REQUIRED WORK - Extract all lines from the data beneath that include the word "heat".

DATA TO PROCESS -
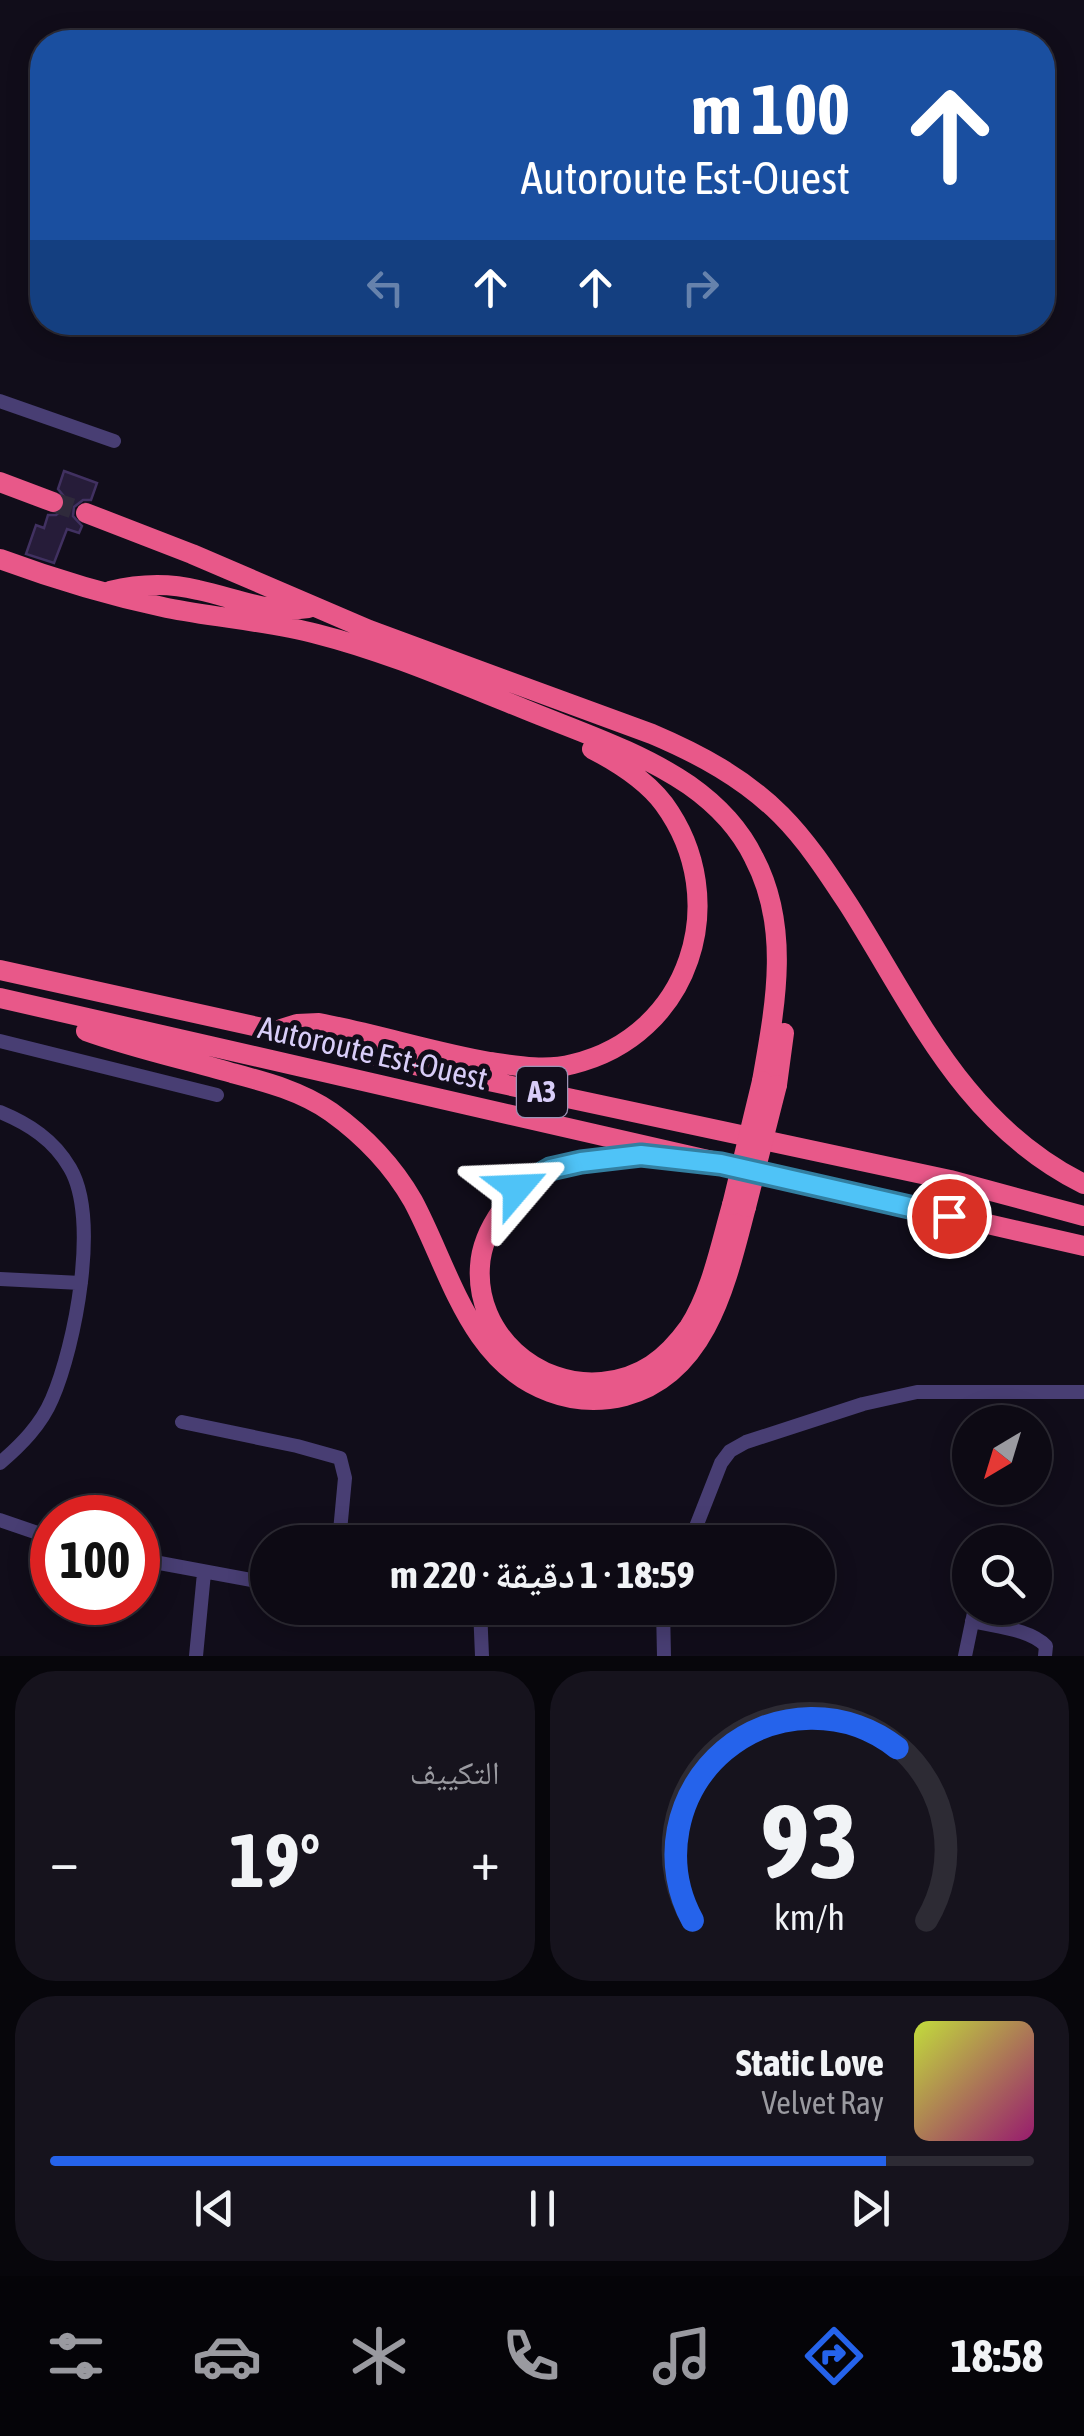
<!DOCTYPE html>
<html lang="ar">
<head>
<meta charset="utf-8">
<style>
  body { margin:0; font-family:"Asap Condensed","Noto Naskh Arabic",sans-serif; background:#16131d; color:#f1f3f6; direction:rtl; height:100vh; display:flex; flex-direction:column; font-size:38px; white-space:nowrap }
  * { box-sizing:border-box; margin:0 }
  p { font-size:32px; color:#9a9aa0 }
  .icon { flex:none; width:55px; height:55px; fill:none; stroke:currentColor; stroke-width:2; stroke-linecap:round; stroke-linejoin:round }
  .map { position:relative; height:1656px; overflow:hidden; direction:ltr }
  .drawer { display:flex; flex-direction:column; gap:15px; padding:15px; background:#07060b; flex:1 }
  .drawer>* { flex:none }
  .hud { position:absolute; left:30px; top:30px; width:1025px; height:305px; border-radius:40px; box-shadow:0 5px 25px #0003,0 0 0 2px #2d2b34; direction:rtl; background:#1a4fa0; color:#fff; overflow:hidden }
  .needle { width:65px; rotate:218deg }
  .fabs { position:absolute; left:952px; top:1405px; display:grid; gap:20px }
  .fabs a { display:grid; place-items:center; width:100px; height:100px; border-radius:50%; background:#0d0a14; box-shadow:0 5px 25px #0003,0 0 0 2px #2d2b34; font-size:50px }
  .speed { position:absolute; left:30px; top:1495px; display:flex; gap:20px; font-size:50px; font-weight:700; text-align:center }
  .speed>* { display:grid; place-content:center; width:130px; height:130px; border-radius:50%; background:#0d0a14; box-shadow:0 5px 25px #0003,0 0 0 2px #2d2b34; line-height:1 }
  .speed .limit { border:15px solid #d22; background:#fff; color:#111 }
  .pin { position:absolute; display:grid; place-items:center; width:85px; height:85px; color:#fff; margin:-42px; border:5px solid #fff; border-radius:50%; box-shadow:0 2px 10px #0007 }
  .me { position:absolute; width:110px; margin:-55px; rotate:64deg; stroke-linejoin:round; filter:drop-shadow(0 0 8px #0008) }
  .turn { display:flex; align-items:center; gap:35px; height:210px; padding:0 40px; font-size:45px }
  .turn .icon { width:130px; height:130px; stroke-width:2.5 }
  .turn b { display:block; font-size:70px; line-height:85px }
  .lanes { display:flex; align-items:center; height:95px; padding:0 40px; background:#0003; justify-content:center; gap:50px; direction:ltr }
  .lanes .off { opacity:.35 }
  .big { font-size:75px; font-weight:700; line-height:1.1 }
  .drawer .widget { flex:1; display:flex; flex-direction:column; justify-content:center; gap:15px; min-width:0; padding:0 35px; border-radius:40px; background:#16131d }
  .drawer .dial { align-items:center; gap:0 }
  .dial svg { height:260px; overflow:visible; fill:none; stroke:#2d2b34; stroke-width:7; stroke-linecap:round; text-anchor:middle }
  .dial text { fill:#f1f3f6; stroke:none }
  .song { display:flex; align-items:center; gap:30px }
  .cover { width:120px; height:120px; border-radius:15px; background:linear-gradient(135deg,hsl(70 70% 55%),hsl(320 70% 35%)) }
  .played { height:10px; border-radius:5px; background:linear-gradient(90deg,#2563eb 85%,#2d2b34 85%) }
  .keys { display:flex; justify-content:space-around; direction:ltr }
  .heat { display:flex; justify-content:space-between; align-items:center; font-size:55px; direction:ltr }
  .drawer .tiles { flex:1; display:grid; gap:15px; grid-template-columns:1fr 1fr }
  .widget:last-child { grid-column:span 2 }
  .trip { position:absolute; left:250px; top:1525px; width:585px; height:100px; border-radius:50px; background:#0d0a14; box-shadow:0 5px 25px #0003,0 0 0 2px #2d2b34; font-weight:700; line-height:100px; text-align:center; direction:rtl }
  .tab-bar { display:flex; height:160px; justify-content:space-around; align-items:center; background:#050408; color:#9a9aa0 }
  .tab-bar .icon { width:70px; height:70px }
  .tab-bar .on { color:#2563eb }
  .tab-bar b { font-size:45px; color:#f1f3f6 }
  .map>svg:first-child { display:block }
  .building { fill:#261c39; stroke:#413161; stroke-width:2.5 }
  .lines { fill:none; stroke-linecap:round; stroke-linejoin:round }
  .highway-tunnel { stroke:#2f2a3b; stroke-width:20; stroke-dasharray:20 10; stroke-linecap:butt }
  .minor { stroke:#483e73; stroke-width:14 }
  .highway { stroke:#e85889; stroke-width:20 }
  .highway-bridge { stroke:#e85889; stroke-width:20 }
  .route-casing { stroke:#337fa1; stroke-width:25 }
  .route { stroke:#4fc3f7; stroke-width:18 }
  .labels { text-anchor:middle; stroke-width:10; stroke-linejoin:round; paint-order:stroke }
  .shield { fill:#110d1a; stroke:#9c93b5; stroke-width:2.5 }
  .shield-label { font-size:30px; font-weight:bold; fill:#d8cdf8 }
  .street-label { font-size:32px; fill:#d8cdf8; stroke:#110d1a }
</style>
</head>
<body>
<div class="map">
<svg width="1084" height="1656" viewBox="0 0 1084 1656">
  <rect width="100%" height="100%" fill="#110d1a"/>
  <path class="building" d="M 64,471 L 97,483 L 91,500 L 83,500 L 74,507 L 73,516 L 82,526 L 79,533 L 67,529 L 54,563 L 26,554 L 36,525 L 44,528 L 48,515 L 56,515 L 65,508 L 66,499 L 58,489 Z"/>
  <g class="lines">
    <path class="highway-tunnel" d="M 53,502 L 86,513"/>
    <path class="minor" d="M 0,401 L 114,441
      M 0,1041 L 217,1095
      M 0,1112 C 29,1124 54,1140 70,1168 C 100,1219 75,1346 52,1399 C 41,1425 21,1445 0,1463
      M 0,1279 L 81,1283
      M 182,1422 L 297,1446 L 340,1458 L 345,1478 L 339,1542
      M 0,1520 L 52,1538
      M 690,1542 L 721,1463 L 730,1451 L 746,1442 L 863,1404 L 917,1392 L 1084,1392
      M 138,1559 L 268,1583
      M 480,1608 L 482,1656
      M 663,1608 L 664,1656
      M 972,1621 C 996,1627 1030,1629 1046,1646 L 1045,1656
      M 196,1656 L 204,1573
      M 965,1656 L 975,1608"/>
    <path class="highway" d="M 0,482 L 53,502
      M 86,513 L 192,554 L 369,630 L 652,734 C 699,754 744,778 781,815 C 808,842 829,875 850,907 C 918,1015 964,1124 1084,1184
      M 0,559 C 54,579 111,596 167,608 C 217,618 268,621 317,634 C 388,652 456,682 524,709 C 580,732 639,751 689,785 C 716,804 740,829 754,858 C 791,928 775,1007 762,1081
      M 110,591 C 138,584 170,583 198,590 C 236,598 268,614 308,608
      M 0,970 L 276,1031 L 400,1062 L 950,1180 L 1084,1216
      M 0,998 L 1084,1246
      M 281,1029 L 297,1024 L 319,1023 C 377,1034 433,1052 490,1062 C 517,1066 546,1071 573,1064 C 690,1036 734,900 664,804 C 646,780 619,763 592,749
      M 86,1031 C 133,1048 184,1059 232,1073 C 266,1082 301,1091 331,1112 C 363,1135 393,1166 413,1201 C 450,1270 469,1363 550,1392 C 574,1401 601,1402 625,1396 C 708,1374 727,1279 746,1207
      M 777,1085 L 784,1033
      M 652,1156 C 635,1155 617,1158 599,1160 C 571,1163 544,1169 520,1186 C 513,1192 507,1202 502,1210 C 490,1227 481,1246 480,1266 C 475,1334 537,1388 602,1382 C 641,1378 666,1359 689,1327 C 711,1294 721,1243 732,1205"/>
    <path class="highway-bridge" d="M 732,1205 L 762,1081
      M 746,1207 L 777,1085"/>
  </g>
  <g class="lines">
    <g class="route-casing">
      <path id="route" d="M 517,1188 L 550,1169 L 581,1162 L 641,1155 L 721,1164 L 949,1216"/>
    </g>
    <use href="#route" class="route"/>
  </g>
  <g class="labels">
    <rect class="shield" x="517" y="1067" width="50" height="50" rx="8"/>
    <g class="shield-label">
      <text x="542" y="1102">A3</text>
    </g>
    <g class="street-label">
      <text transform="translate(373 1053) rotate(13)" y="11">Autoroute Est-Ouest</text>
    </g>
  </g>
</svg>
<div class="fabs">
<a><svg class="needle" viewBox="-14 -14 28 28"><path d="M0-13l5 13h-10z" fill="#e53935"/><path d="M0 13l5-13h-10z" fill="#9a9aa0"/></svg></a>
<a><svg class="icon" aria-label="search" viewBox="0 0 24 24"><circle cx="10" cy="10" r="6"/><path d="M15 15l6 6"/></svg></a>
</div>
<div class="speed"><div class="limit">100</div></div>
<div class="pin" style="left:949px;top:1216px;background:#d93025"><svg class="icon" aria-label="arrive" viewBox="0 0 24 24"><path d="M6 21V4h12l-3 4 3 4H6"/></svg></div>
<svg class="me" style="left:517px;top:1188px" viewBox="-20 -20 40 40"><path d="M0-17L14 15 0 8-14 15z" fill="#4fc3f7" stroke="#fff" stroke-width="4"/></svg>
<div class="trip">18:59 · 1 دقيقة · 220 m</div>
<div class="hud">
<div class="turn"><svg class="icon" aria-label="ahead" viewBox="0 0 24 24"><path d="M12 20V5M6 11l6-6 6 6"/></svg><div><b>100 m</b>Autoroute Est-Ouest</div></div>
<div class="lanes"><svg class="icon off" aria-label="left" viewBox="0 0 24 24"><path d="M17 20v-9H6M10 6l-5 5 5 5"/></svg><svg class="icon" aria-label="ahead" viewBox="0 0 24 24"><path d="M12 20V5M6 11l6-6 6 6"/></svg><svg class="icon" aria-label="ahead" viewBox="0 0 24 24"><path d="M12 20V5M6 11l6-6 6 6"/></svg><svg class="icon off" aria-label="right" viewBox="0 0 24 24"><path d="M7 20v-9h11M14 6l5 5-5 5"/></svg></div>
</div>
</div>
<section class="drawer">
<div class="tiles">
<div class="widget dial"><svg viewBox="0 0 100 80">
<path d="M14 69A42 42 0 1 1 86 69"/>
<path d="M14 69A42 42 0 0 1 77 16" stroke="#2563eb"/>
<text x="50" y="56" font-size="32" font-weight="700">93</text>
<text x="50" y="72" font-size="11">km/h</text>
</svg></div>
<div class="widget"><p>التكييف</p>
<div class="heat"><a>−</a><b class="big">19°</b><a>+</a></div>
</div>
<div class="widget">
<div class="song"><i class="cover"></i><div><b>Static Love</b><p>Velvet Ray</p></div></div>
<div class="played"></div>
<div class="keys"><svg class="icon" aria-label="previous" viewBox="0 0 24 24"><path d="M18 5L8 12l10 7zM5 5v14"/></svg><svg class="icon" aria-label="pause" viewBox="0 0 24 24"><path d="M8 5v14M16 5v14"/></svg><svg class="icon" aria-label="next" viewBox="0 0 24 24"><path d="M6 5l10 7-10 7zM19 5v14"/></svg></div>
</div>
</div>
</section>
<nav class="tab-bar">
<b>18:58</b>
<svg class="icon on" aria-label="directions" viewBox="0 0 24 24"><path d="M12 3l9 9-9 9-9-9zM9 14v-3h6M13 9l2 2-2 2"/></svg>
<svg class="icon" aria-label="music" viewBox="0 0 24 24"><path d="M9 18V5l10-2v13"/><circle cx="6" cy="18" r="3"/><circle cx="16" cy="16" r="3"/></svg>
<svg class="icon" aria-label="phone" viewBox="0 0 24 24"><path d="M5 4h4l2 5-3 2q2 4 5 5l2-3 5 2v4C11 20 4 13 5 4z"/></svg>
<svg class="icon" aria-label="climate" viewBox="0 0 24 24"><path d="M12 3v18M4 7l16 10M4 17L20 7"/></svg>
<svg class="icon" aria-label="car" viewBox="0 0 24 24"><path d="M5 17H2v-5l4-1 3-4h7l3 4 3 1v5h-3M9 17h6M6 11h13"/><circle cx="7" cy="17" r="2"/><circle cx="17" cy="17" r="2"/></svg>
<svg class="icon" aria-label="filters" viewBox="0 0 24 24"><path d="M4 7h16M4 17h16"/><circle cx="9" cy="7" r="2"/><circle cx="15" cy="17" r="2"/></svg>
</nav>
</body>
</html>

YOUR SOLUTION -
  .heat { display:flex; justify-content:space-between; align-items:center; font-size:55px; direction:ltr }
<div class="heat"><a>−</a><b class="big">19°</b><a>+</a></div>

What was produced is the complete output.